**Problem to work on**
Reproduce nothing but the lines from the start of the material through the line that includes "position:relative; width:2157px; height:1285px;", both ends included, and omit every picture.

(Dataset extract Opens)

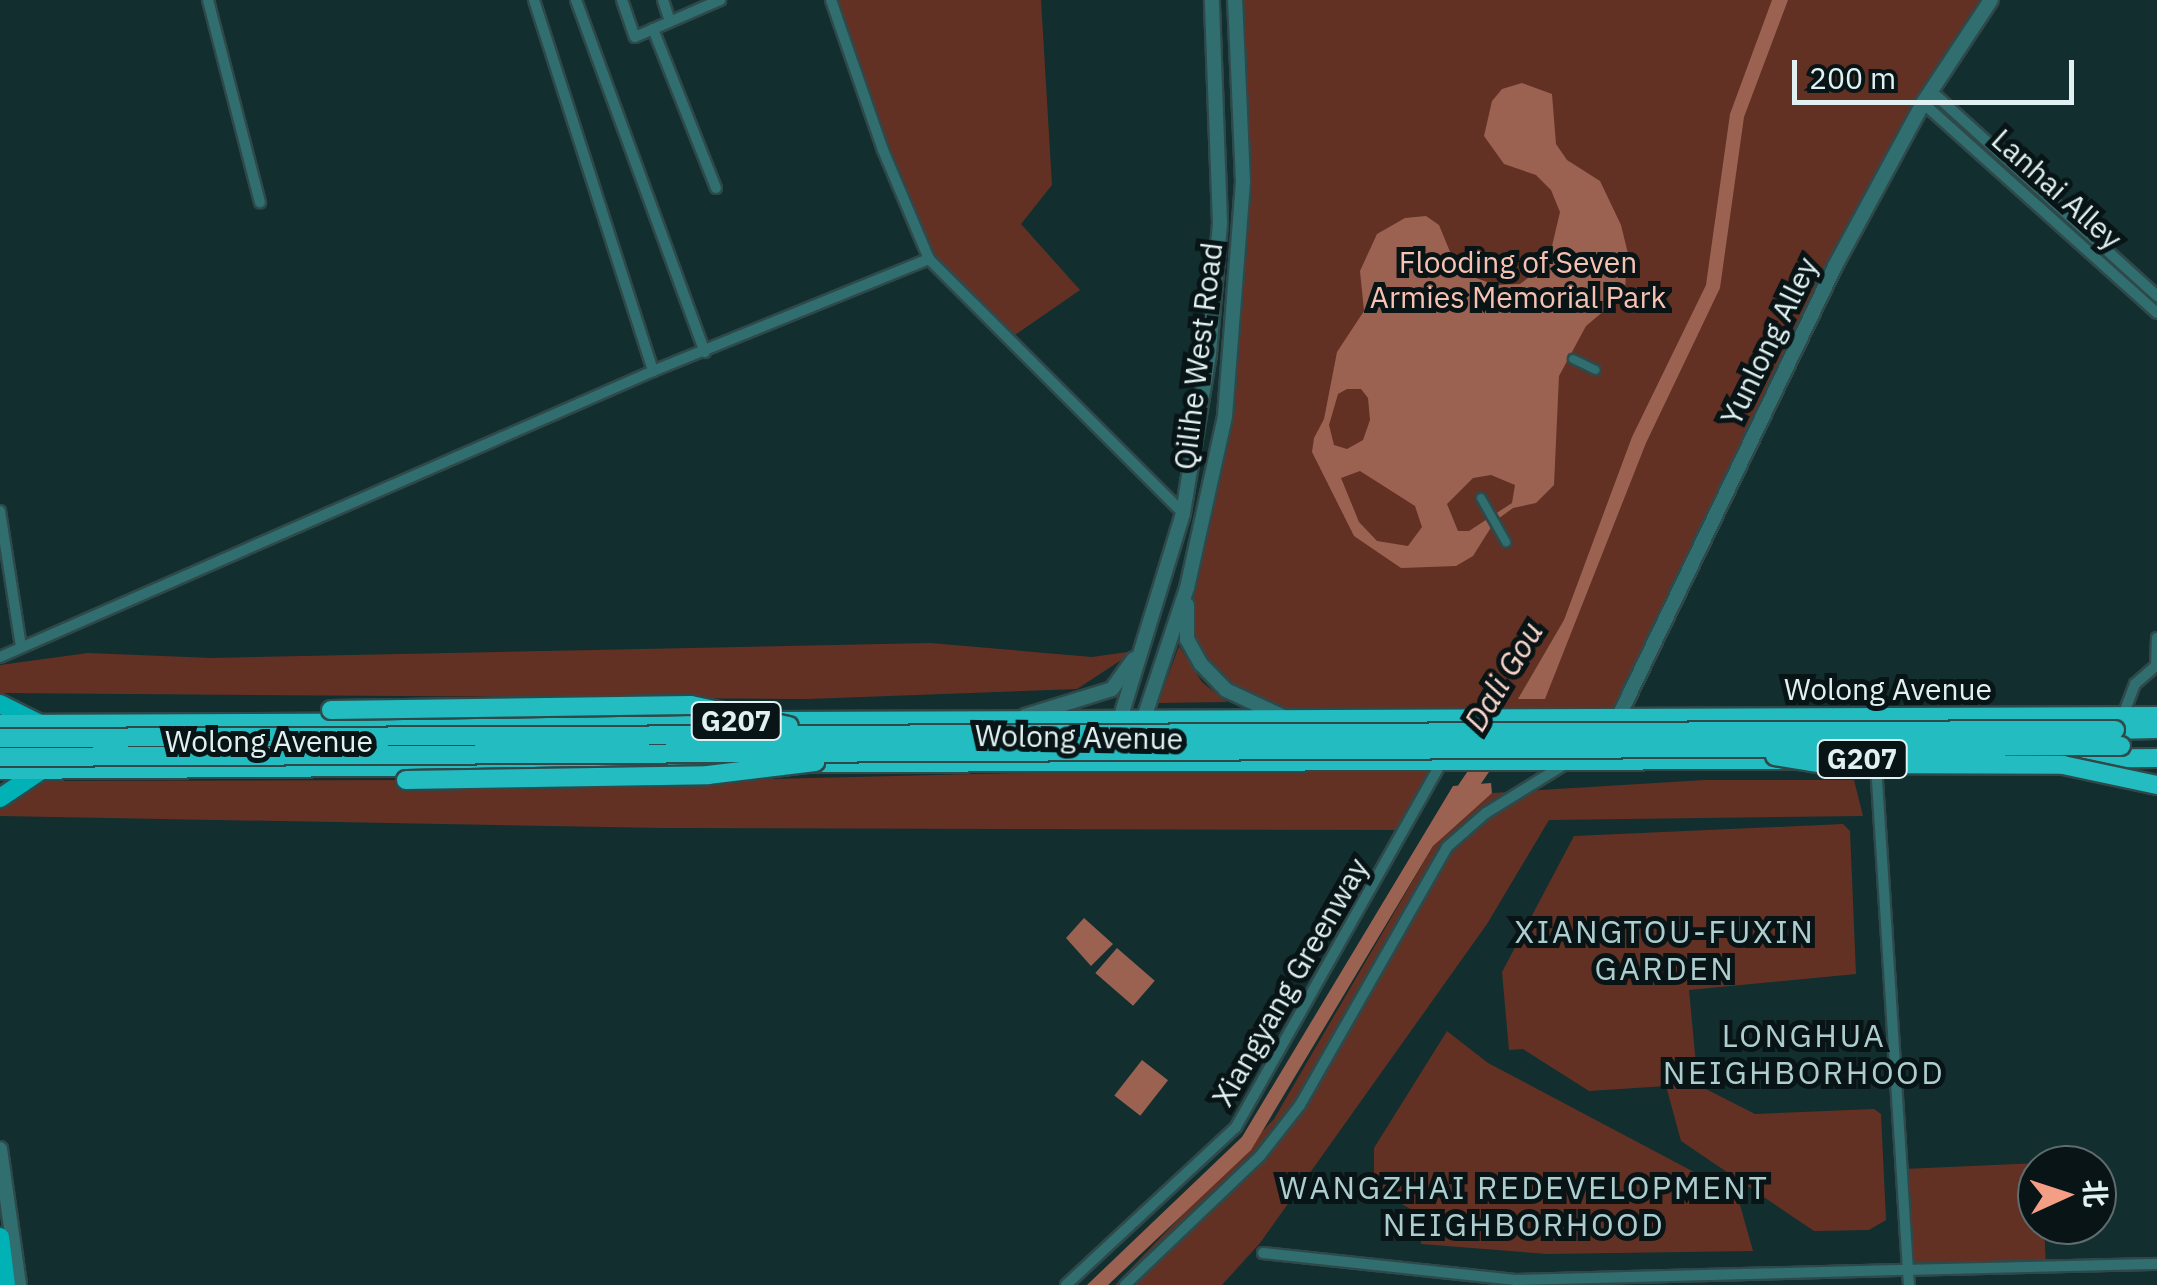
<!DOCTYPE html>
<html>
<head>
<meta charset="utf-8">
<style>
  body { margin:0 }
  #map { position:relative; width:2157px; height:1285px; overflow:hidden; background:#122e2f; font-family:"IBM Plex Sans","Noto Sans SC",sans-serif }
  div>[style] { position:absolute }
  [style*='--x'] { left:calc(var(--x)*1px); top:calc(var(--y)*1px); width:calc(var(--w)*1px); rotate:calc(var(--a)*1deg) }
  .green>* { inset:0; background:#623124 }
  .water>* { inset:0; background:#9b6252; transform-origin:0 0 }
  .river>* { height:18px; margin:-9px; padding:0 9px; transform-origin:9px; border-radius:9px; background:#9b6252 }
  .roads { filter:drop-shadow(2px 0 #2f494a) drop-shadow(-2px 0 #2f494a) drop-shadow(0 2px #2f494a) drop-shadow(0 -2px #2f494a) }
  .pedestrian>* { height:8px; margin:-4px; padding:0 4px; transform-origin:4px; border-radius:4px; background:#316e70 }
  .minor>* { height:10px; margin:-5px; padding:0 5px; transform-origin:5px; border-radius:5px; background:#316e70 }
  .tertiary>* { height:14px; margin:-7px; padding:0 7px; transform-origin:7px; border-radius:7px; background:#316e70 }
  .primary>* { height:18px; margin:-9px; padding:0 9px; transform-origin:9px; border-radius:9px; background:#00b1b6 }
  .trunk>* { height:18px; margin:-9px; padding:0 9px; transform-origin:9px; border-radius:9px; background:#23bcc1 }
  .bridges { filter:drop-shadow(2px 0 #2f494a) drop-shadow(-2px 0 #2f494a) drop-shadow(0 2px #2f494a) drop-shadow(0 -2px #2f494a) }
  .trunk-bridge>* { height:18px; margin:-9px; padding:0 9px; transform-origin:9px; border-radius:9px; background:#23bcc1 }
  span { translate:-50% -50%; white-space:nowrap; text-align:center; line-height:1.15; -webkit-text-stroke:10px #081415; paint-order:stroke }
  .shield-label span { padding:2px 8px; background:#081415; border:2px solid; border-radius:8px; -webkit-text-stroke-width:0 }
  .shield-label { font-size:28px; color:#e1f1f2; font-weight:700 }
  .street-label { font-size:30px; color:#e1f1f2 }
  .park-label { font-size:30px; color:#f8c2b3 }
  .water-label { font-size:32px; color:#fad5cb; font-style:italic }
  .neighbourhood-label { font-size:32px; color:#adcdce; letter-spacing:2.5px }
  .north { position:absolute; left:2017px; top:1145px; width:100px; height:100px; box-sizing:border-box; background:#081415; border:2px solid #5f6c6d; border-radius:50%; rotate:87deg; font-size:28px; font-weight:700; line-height:40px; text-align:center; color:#e1f1f2 }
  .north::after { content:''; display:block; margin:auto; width:35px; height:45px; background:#f49e86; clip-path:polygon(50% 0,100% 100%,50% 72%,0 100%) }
  .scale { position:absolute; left:1792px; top:60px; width:282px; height:45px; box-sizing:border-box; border:5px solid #e1f1f2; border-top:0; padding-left:12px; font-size:30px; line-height:35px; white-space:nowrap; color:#e1f1f2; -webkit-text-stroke:8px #081415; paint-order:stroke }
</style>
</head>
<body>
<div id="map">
  <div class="green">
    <div style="clip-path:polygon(831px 0,1041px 0,1052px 185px,1021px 224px,1080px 290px,1009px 339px,929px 259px)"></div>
    <div style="clip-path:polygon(1235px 0,1991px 0,1923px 103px,1618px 718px,1285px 718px,1229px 683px,1200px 650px,1190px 630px,1187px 588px,1213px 478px,1243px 182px)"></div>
    <div style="clip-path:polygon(930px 643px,1092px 657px,1135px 651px,1077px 689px,808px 699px,0 693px,0 665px,88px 653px,212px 658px)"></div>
    <div style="clip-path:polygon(1179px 646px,1202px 682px,1227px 702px,1158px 703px)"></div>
    <div style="clip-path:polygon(1441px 763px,1406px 830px,663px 828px,0 816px,0 806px,40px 781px,771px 779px)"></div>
    <div style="clip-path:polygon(1705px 780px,1854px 780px,1863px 816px,1549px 820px,1487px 924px,1260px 1243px,1222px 1285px,1115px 1285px,1274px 1119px,1433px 846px,1455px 820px,1492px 793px)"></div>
    <div style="clip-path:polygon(1843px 824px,1850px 831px,1856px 974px,1689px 990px,1698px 1085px,1755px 1114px,1874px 1109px,1881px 1114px,1886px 1220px,1869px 1230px,1814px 1231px,1681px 1141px,1666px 1086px,1589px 1091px,1523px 1049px,1509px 1050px,1502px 972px,1574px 836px)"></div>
    <div style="clip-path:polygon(1447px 1031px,1488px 1063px,1728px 1190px,1740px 1205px,1753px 1251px,1547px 1254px,1421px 1244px,1421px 1215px,1374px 1188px,1374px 1148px)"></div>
    <div style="clip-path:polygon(2041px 1163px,2037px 1225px,2044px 1225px,2046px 1267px,1908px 1270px,1903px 1169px)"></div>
  </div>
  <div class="water">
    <div style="clip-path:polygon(1772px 0,1788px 0,1744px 117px,1720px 288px,1646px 443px,1545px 699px,1518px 699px,1564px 620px,1632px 437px,1706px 285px,1730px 114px)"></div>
    <div style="clip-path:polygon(evenodd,1522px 83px,1552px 94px,1556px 144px,1567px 160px,1600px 181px,1621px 225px,1632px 270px,1626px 271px,1625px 293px,1586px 326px,1559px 376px,1554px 485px,1536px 503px,1513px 508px,1495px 521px,1473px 556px,1456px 566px,1401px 568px,1354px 536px,1312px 452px,1314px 438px,1324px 419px,1337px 352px,1364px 311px,1360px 271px,1377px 234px,1405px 218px,1426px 216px,1439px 225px,1453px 259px,1473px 277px,1496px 285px,1520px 284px,1548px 263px,1560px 212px,1551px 190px,1536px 175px,1504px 164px,1484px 136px,1492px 101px,1502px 89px,1522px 83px,1347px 389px,1361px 389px,1368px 398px,1370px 420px,1363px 440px,1347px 449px,1334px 445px,1329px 425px,1338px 394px,1347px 389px,1522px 83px,1360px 471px,1415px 506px,1422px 527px,1408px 546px,1377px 541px,1359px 522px,1341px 478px,1360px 471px,1522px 83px,1491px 475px,1515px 485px,1512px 503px,1469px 531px,1458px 531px,1447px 504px,1473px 478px,1491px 475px)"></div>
    <div style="clip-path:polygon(1491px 783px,1492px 793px,1433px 846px,1251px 1150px,1108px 1285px,1087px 1285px,1242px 1137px,1453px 786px)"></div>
    <div style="clip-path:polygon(1084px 918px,1113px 944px,1091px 966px,1066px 938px)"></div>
    <div style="left:1117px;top:948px;width:50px;height:33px;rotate:41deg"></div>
    <div style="left:1142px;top:1060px;width:33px;height:45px;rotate:38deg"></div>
  </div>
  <div class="river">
    <div style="--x:1457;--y:803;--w:64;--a:-55.8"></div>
  </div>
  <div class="roads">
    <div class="pedestrian">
      <div style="--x:1573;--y:359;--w:25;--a:26"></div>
      <div style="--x:1481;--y:498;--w:51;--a:60.4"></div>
    </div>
    <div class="minor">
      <div style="--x:208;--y:0;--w:209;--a:75.6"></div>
      <div style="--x:534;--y:0;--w:390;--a:72.2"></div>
      <div style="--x:576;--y:0;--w:375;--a:69.9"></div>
      <div style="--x:622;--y:0;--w:39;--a:71"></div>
      <div style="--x:635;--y:37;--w:93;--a:-23.5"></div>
      <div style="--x:663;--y:0;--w:22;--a:72"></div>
      <div style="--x:831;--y:0;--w:159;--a:70.9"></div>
      <div style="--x:883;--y:150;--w:118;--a:67.1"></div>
      <div style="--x:929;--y:259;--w:359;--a:45"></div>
      <div style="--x:653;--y:29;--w:171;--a:68.4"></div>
      <div style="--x:1930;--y:90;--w:307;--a:42.2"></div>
      <div style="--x:1923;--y:103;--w:314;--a:41.9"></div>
      <div style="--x:0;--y:511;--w:138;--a:81.2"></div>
      <div style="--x:0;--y:657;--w:713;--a:-23.65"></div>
      <div style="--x:653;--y:371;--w:298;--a:-22.1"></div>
      <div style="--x:2125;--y:710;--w:28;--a:-69"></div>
      <div style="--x:2135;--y:684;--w:28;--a:-41"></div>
      <div style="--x:2156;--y:666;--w:28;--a:-88"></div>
      <div style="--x:1263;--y:1253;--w:254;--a:6.1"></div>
      <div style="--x:1516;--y:1280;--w:392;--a:-1.5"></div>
      <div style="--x:1908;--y:1270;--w:507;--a:-93.62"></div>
      <div style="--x:1066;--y:1285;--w:232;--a:-42.9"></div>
      <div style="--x:1236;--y:1127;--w:418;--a:-60.6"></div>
      <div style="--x:1125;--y:1285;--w:187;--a:-43.7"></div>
      <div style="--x:1260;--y:1156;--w:65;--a:-51.9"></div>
      <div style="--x:1300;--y:1105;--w:297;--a:-60.3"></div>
      <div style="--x:1447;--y:847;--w:52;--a:-41.1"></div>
      <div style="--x:1486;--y:813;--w:95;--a:-31.7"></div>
      <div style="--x:1909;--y:1285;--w:15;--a:-94"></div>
      <div style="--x:1908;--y:1270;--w:249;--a:-1.4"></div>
    </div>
    <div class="tertiary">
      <div style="--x:1187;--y:605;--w:34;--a:90"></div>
      <div style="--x:1187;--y:639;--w:29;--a:61"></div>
      <div style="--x:1201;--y:664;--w:36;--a:46"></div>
      <div style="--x:1226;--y:690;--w:64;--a:25"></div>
      <div style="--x:1025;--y:716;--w:91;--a:-17.2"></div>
      <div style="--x:1112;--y:689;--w:37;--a:-54"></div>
      <div style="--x:1618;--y:718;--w:501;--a:-64.35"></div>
      <div style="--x:1835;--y:266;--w:185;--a:-61.6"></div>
      <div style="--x:1923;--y:103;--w:123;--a:-56.6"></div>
      <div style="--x:1118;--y:726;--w:223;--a:-73"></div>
      <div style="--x:1183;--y:513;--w:161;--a:-80.7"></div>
      <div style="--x:1209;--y:354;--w:131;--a:-85.2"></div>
      <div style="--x:1220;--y:223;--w:223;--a:-92.1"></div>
      <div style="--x:1141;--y:727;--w:146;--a:-71.7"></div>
      <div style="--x:1187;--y:588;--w:176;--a:-77.5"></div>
      <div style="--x:1225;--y:416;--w:235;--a:-85.6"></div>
      <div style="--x:1243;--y:182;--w:182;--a:-92.5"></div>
      <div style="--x:0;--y:1149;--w:137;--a:82"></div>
    </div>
    <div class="primary">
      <div style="--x:0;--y:704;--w:45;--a:26.6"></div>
      <div style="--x:0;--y:798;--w:52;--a:-34"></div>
      <div style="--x:0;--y:1237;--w:48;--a:82.9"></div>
    </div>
    <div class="trunk">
      <div style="--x:775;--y:721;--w:1382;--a:-0.21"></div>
      <div style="--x:0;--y:724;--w:744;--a:-0.23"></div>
      <div style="--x:2115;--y:730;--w:42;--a:-1.4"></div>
      <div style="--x:2053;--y:759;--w:104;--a:-0.6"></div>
      <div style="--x:803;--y:763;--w:989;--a:-0.17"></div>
      <div style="--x:0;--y:770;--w:747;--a:-0.46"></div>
    </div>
  </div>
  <div class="bridges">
    <div class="trunk-bridge">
      <div style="--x:331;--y:710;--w:360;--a:-0.8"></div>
      <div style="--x:691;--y:705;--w:100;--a:12.1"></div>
      <div style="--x:0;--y:738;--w:2115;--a:-0.22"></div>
      <div style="--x:1775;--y:756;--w:50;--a:9.3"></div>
      <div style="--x:1824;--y:764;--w:239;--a:0.2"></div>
      <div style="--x:2063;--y:765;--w:96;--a:12"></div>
      <div style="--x:0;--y:757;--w:2121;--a:-0.3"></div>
      <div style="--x:406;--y:780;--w:302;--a:-0.9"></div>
      <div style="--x:708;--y:775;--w:108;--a:-6.9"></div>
    </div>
  </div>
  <div class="shield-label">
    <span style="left:736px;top:721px">G207</span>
    <span style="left:1862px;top:759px">G207</span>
  </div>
  <div class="street-label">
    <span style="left:2057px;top:189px;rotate:42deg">Lanhai Alley</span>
    <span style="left:1769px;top:341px;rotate:-64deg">Yunlong Alley</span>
    <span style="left:1198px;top:356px;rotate:-83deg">Qilihe West Road</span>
    <span style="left:1888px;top:689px">Wolong Avenue</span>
    <span style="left:1079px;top:737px;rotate:1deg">Wolong Avenue</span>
    <span style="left:269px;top:741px">Wolong Avenue</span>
    <span style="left:1290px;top:982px;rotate:-60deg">Xiangyang Greenway</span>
  </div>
  <div class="park-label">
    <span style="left:1518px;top:279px">Flooding of Seven<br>Armies Memorial Park</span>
  </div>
  <div class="water-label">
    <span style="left:1503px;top:676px;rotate:-59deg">Dali Gou</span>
  </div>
  <div class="neighbourhood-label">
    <span style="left:1665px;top:950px">XIANGTOU-FUXIN<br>GARDEN</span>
    <span style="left:1804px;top:1054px">LONGHUA<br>NEIGHBORHOOD</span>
    <span style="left:1524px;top:1206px">WANGZHAI REDEVELOPMENT<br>NEIGHBORHOOD</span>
  </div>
  <div class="north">北</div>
  <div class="scale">200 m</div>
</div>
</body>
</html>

(Dataset extract Closes)

**Exercise response**
<!DOCTYPE html>
<html>
<head>
<meta charset="utf-8">
<style>
  body { margin:0 }
  #map { position:relative; width:2157px; height:1285px; overflow:hidden; background:#122e2f; font-family:"IBM Plex Sans","Noto Sans SC",sans-serif }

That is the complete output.